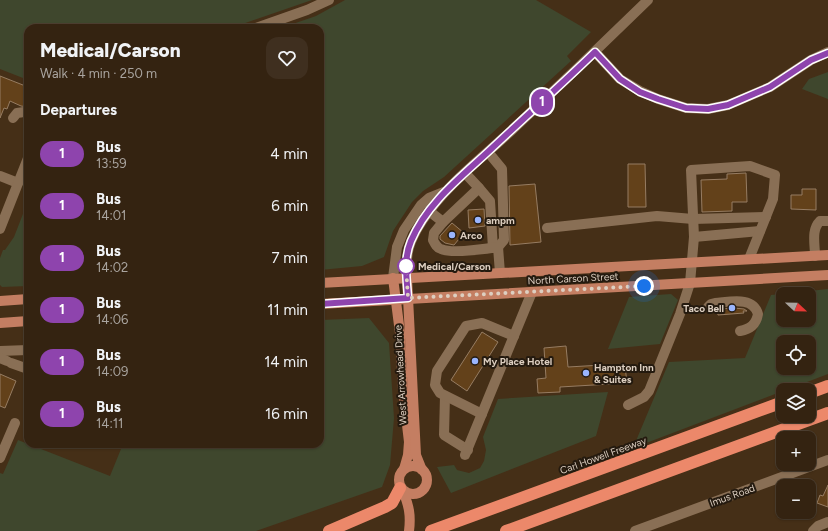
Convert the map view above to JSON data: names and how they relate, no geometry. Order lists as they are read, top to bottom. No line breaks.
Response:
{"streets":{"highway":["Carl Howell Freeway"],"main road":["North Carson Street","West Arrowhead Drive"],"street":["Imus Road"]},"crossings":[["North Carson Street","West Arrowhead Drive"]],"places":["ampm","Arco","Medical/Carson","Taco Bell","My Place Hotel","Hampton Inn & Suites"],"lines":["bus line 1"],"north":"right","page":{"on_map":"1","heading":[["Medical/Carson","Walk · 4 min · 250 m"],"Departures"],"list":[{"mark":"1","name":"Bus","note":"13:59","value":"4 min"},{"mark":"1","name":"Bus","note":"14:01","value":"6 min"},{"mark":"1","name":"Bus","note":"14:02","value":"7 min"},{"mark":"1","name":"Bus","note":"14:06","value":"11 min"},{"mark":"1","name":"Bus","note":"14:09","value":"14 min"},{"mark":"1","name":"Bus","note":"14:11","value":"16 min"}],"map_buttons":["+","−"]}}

> _Aim of the task_
Each line above is to be duplicated exactly, and the pictures are to be omitted.

> _Written answer_
Convert the map view above to JSON data: names and how they relate, no geometry. Order lists as they are read, top to bottom. No line breaks.
Response:
{"streets":{"highway":["Carl Howell Freeway"],"main road":["North Carson Street","West Arrowhead Drive"],"street":["Imus Road"]},"crossings":[["North Carson Street","West Arrowhead Drive"]],"places":["ampm","Arco","Medical/Carson","Taco Bell","My Place Hotel","Hampton Inn & Suites"],"lines":["bus line 1"],"north":"right","page":{"on_map":"1","heading":[["Medical/Carson","Walk · 4 min · 250 m"],"Departures"],"list":[{"mark":"1","name":"Bus","note":"13:59","value":"4 min"},{"mark":"1","name":"Bus","note":"14:01","value":"6 min"},{"mark":"1","name":"Bus","note":"14:02","value":"7 min"},{"mark":"1","name":"Bus","note":"14:06","value":"11 min"},{"mark":"1","name":"Bus","note":"14:09","value":"14 min"},{"mark":"1","name":"Bus","note":"14:11","value":"16 min"}],"map_buttons":["+","−"]}}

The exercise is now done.